With such cries the city rose in uproar; the prisons were broken and the bridges burned. But Baghdad could no longer dictate to its rulers; it could only riot. The crusading spirit was, however, strong enough to draw men from the provinces around, who flocked as free lances to fight against the infidel. But the Turks cared for none of these things, nor did the Caliph.

In 865, the end for al-Musta'in himself was now at hand. After some disagreements between Turkish leaders that brought danger to al-Musta'in, he, along with two other Turkish leaders, left Samarra on a boat to East Baghdad. The Turks sent after him a party of their captains, requesting him to return to Samarra. But the Caliph refused, and hard words followed between the two sides, in the heat of which one of the Turkish speakers received a blow.

The insult rankled in their minds, and on returning to Samarra, the troops rose jointly, and bringing forth al-Mu'tazz from his confinement, saluted him as Caliph. Within a few weeks, his brother Abu Ahmed, with 50,000 Turks and 2,000 Berbers, besiege Baghdad throughout the year 865.
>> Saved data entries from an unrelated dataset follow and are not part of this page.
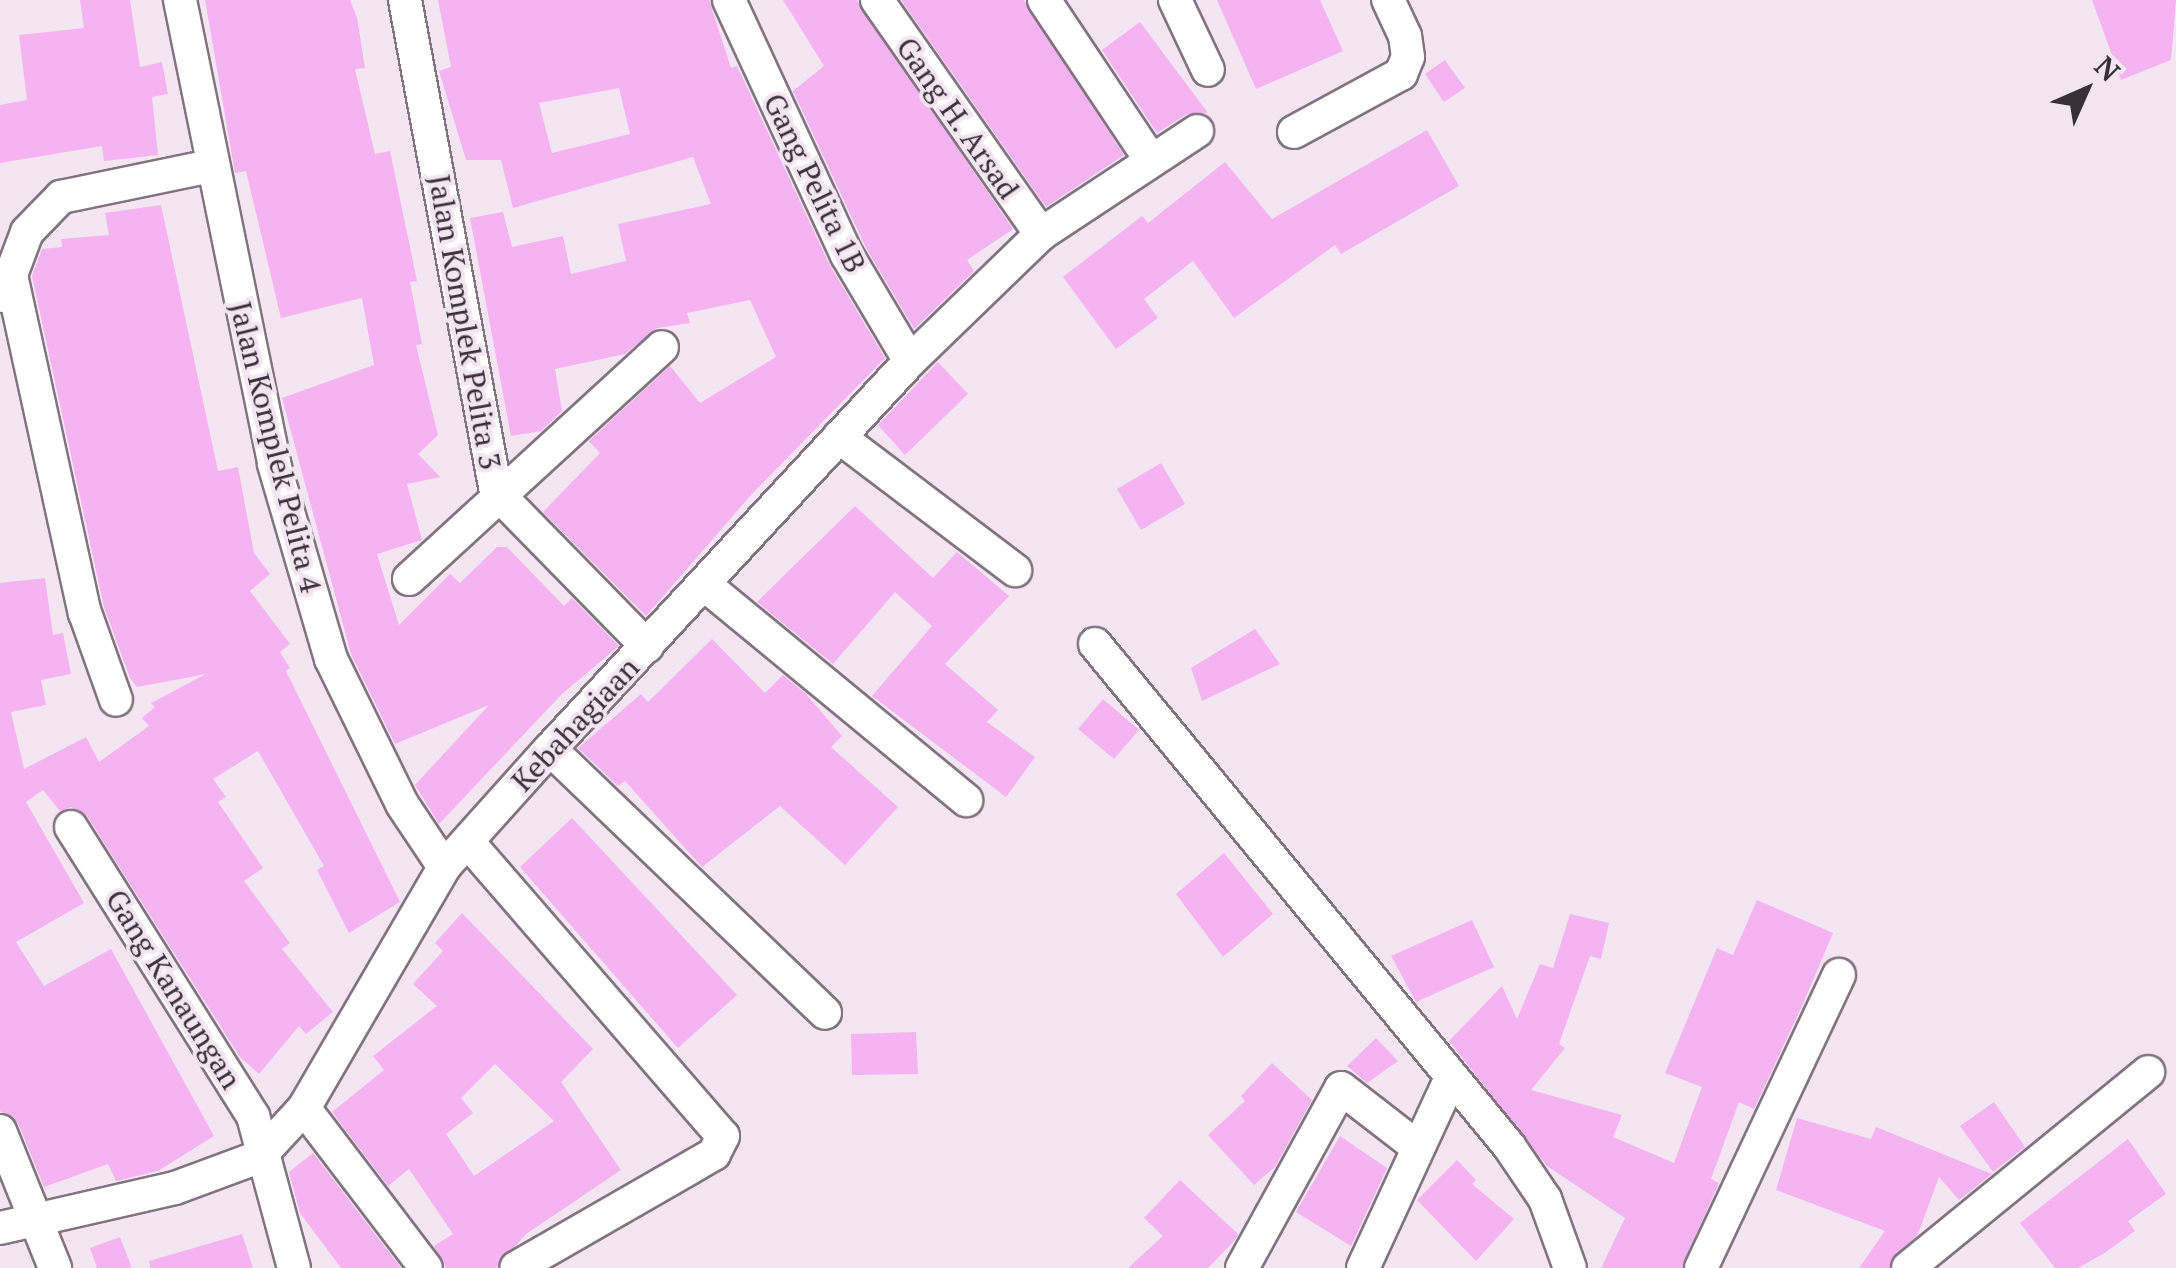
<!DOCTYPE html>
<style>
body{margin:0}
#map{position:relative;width:2176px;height:1268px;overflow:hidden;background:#f4e5f2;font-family:"PT Serif",serif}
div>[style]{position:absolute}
.building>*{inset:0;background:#f5b3f2}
.roads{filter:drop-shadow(2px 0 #817480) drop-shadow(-2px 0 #817480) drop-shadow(0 2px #817480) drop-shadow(0 -2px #817480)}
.minor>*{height:32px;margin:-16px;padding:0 16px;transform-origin:16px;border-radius:16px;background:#fff}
span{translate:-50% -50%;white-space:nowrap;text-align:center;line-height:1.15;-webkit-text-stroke:8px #f4e5f2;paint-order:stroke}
.street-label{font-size:30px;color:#373137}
.north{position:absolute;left:2036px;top:40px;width:100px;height:100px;-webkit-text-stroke:8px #f4e5f2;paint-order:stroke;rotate:45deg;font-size:28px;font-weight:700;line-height:40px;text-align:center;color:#373137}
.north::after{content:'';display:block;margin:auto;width:35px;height:45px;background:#373137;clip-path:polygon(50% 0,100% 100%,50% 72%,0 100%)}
</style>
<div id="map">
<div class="building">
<i style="clip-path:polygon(80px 0,130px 0,140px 67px,162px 62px,168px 94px,152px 97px,158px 155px,104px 161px,102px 146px,0 163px,0 105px,27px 100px,19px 35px,84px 28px)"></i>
<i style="clip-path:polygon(205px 0,350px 0,357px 18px,365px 68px,355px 69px,375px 154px,390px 151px,417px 281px,410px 282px,422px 344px,416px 345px,438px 435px,418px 454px,440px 477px,407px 484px,422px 540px,377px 554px,399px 625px,450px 574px,460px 583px,497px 547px,507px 547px,564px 606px,572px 598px,619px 646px,562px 694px,439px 824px,415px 785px,489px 705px,395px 744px,351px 654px,282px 398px,374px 365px,362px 298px,281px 318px,246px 171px,235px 173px)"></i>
<i style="clip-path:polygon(evenodd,438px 0,709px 0,731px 68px,737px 66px,829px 264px,885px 358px,751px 495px,646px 616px,543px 512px,600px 453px,589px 441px,670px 366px,700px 403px,776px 357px,750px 300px,687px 313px,690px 323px,657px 328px,625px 354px,555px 369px,562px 411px,541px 431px,511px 436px,470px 218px,503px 212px,512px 247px,563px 236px,571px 274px,626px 261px,618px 224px,711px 204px,693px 157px,513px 208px,501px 160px,466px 160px,439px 71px,451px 67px,438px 0,619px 88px,630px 134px,552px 153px,539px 103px,619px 88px)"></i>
<i style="clip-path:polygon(783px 0,857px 0,1013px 229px,967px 260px,974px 271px,914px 329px,865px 246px,793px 91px,824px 66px)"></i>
<i style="clip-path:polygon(901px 0,1024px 0,1124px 155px,1046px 207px)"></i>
<i style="clip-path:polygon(1217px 0,1320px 0,1343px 51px,1256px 89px)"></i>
<i style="clip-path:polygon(2092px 0,2176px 0,2171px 60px,2121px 80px)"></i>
<i style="clip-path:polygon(1140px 22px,1208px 113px,1187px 114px,1157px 133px,1102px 50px)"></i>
<i style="clip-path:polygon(1445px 60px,1465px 88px,1444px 102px,1425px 74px)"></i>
<i style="clip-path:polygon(1427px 130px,1459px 186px,1341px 254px,1335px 245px,1234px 318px,1193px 261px,1144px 299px,1158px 318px,1116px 349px,1063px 277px,1142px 216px,1148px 223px,1225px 162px,1272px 219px)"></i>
<i style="clip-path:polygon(161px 205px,218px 471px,238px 467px,254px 553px,270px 574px,250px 591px,290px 644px,280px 652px,290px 668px,286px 671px,400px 902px,349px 933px,317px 870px,324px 866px,258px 751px,213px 779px,226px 797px,218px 802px,263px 868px,244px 881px,290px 943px,282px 949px,333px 1012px,306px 1034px,299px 1026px,259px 1074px,240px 1057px,87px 816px,71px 807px,60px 811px,43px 790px,26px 802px,84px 903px,16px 942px,44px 986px,111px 949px,214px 1136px,158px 1171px,116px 1181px,108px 1164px,44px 1187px,18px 1123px,0 1111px,0 583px,45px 578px,53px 635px,63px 633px,71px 674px,41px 680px,46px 705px,11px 712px,24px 769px,86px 737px,99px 762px,149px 726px,142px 718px,155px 707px,151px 703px,206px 674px,137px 687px,130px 678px,104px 607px,32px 276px,42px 249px,62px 247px,61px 239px,109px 235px,105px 213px)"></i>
<i style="clip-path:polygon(938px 362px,968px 394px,905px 455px,878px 425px)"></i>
<i style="clip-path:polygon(1161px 463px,1185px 504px,1141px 530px,1117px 489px)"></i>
<i style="clip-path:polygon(855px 506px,933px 578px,957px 552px,1009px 596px,945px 664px,998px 710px,987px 722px,1035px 757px,1006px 797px,872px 696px,932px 626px,895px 592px,833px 664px,757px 602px)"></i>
<i style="clip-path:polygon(1255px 629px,1280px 664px,1202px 701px,1191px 668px)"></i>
<i style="clip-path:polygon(712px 639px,765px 693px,783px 675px,806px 694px,842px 736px,831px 747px,898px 807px,845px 865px,780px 806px,702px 867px,625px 781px,618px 786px,578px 748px,641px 694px,648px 702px)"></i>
<i style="clip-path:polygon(1103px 699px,1139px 730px,1114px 759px,1078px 729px)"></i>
<i style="clip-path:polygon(572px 818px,737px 995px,678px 1048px,520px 867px)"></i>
<i style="clip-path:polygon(1224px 853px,1273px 914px,1223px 957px,1176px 894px)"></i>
<i style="clip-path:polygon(1757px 900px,1833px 933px,1802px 1006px,1754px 1109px,1739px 1102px,1711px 1179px,1719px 1183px,1681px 1268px,1601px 1268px,1625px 1218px,1547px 1166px,1449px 1041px,1502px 986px,1517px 1019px,1540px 964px,1553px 968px,1570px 914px,1609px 923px,1601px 959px,1590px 956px,1559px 1044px,1565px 1048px,1531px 1090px,1622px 1115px,1613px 1137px,1674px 1163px,1702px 1087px,1665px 1073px,1717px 948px,1733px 955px)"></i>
<i style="clip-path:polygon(evenodd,462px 913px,593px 1049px,561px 1082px,621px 1170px,526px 1234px,496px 1268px,446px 1268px,434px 1246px,453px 1234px,409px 1169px,388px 1186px,332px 1112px,384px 1070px,373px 1056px,437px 1006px,413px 984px,443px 951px,435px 943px,462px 913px,495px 1064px,554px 1121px,474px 1176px,446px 1134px,473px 1113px,461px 1098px,495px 1064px)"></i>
<i style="clip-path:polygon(1472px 920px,1494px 967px,1416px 1002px,1391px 956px)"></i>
<i style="clip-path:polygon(916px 1032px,918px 1074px,852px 1075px,851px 1034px)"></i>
<i style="clip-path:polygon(1376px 1038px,1398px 1061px,1367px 1083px,1347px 1066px)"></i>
<i style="clip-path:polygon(1272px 1063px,1312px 1100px,1275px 1167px,1254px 1185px,1208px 1135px,1245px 1101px,1241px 1096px)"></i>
<i style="clip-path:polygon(1994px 1102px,2025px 1147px,1993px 1172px,1960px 1126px)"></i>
<i style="clip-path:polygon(1797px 1118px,1871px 1139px,1876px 1127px,1992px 1174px,1959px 1200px,1939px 1177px,1918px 1234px,1888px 1268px,1859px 1268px,1885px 1231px,1776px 1190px)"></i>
<i style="clip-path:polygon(1340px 1136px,1387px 1168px,1351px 1246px,1296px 1212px)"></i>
<i style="clip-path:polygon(2128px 1139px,2166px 1194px,2128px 1221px,2135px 1231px,2103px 1254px,2078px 1268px,2055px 1268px,2020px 1223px)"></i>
<i style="clip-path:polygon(313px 1153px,401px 1268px,341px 1268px,300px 1213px,289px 1172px)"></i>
<i style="clip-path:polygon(1457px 1160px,1476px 1180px,1472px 1184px,1514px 1219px,1476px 1261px,1417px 1200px)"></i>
<i style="clip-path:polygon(1180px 1180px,1238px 1234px,1235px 1240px,1208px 1268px,1128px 1268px,1163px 1236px,1144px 1218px)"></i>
<i style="clip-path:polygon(242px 1234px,253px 1268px,150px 1268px,149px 1261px)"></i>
<i style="clip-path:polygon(120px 1237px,132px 1268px,97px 1268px,90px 1248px)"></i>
</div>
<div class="roads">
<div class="minor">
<i style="left:180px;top:0;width:473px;rotate:78.5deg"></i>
<i style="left:274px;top:464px;width:203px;rotate:73.7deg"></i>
<i style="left:331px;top:659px;width:161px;rotate:63.9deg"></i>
<i style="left:402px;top:804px;width:76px;rotate:56.3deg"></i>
<i style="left:405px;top:0;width:500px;rotate:79.52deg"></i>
<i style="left:496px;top:492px;width:216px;rotate:45.6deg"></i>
<i style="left:729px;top:0;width:281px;rotate:65.2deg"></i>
<i style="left:847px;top:255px;width:123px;rotate:59.3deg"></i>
<i style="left:877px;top:0;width:286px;rotate:55deg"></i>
<i style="left:1044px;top:0;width:191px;rotate:56.3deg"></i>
<i style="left:1175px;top:0;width:77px;rotate:64.8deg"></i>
<i style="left:1294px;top:132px;width:122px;rotate:-28.5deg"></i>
<i style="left:1401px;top:74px;width:18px;rotate:-68deg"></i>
<i style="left:1408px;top:57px;width:21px;rotate:-98deg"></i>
<i style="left:1405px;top:36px;width:40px;rotate:-115deg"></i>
<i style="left:11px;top:275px;width:346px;rotate:77.7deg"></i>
<i style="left:85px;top:613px;width:92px;rotate:70.4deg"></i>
<i style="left:3px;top:296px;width:68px;rotate:-69.4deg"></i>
<i style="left:27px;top:232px;width:49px;rotate:-45.8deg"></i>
<i style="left:61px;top:197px;width:153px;rotate:-11.7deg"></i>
<i style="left:839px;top:437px;width:221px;rotate:37.1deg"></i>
<i style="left:409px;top:579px;width:343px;rotate:-42.5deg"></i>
<i style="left:704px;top:584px;width:340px;rotate:39.5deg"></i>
<i style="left:1095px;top:644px;width:651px;rotate:50.49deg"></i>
<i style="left:1509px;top:1146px;width:64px;rotate:55.8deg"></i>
<i style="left:1545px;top:1199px;width:73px;rotate:70.1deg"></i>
<i style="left:550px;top:749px;width:381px;rotate:43.8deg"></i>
<i style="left:71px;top:827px;width:342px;rotate:57.8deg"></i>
<i style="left:253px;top:1116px;width:157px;rotate:74.9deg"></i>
<i style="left:468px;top:842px;width:389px;rotate:49.1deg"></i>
<i style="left:723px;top:1136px;width:20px;rotate:117deg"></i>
<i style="left:714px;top:1154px;width:228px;rotate:150.1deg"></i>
<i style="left:304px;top:1108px;width:201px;rotate:52.7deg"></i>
<i style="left:0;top:1131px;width:148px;rotate:68.1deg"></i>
<i style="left:0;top:1228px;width:180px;rotate:-12.9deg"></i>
<i style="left:175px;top:1188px;width:90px;rotate:-20.3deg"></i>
<i style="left:259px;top:1157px;width:67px;rotate:-47.4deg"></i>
<i style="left:304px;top:1108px;width:279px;rotate:-59.8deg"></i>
<i style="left:444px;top:867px;width:159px;rotate:-48.1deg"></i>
<i style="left:550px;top:749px;width:529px;rotate:-47.14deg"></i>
<i style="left:910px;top:361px;width:182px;rotate:-44.1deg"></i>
<i style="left:1041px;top:234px;width:187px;rotate:-33.4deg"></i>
<i style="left:1242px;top:1268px;width:205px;rotate:-61.2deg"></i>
<i style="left:1341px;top:1088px;width:95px;rotate:37.7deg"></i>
<i style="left:1363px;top:1268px;width:207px;rotate:-65.2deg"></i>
<i style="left:1701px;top:1268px;width:324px;rotate:-64.8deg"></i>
<i style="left:1908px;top:1268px;width:310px;rotate:-39.2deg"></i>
</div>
</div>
<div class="street-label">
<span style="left:958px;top:118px;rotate:55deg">Gang H. Arsad</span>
<span style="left:815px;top:183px;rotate:64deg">Gang Pelita 1B</span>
<span style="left:465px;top:322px;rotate:80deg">Jalan Komplek Pelita 3</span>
<span style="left:276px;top:447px;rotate:76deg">Jalan Komplek Pelita 4</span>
<span style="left:575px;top:724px;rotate:-47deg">Kebahagiaan</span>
<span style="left:174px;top:989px;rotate:58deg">Gang Kanaungan</span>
</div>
<div class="north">N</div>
</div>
Beginning of 866, driven to extremities by plots and treachery all around, induced al-Musta'in by alternate threats and promises to abdicate in favor of al-Mu'tazz. He was to live at Medina with a sufficient income; the conditions signed, the Governor received the ministers and courtiers of al-Musta'in, and having assured them he had done what he had for the best and to stop further bloodshed, sent them to Samarra to do homage to the new Caliph, who ratified the terms, and took possession of Baghdad in the early days of 252 AH (866 AD). He also sent to al-Musta'in his mother and family from Samarra, but not until they had been stripped of everything they possessed.

Instead of finding a refuge at Medina, al-Musta'in found himself kept in Baghdad. There he was put to death by the order of al-Mu'tazz. Carrying al-Musta'in's head to the Caliph, "Here," cried the executioner, "behold thy cousin's head!" "Lay it aside," answered the heartless al-Mu'tazz who was playing chess,—"till I have finished the game." And then, having satisfied himself that it was really al-Musta'in's head, he commanded 500 pieces to be given to the assassin as his reward.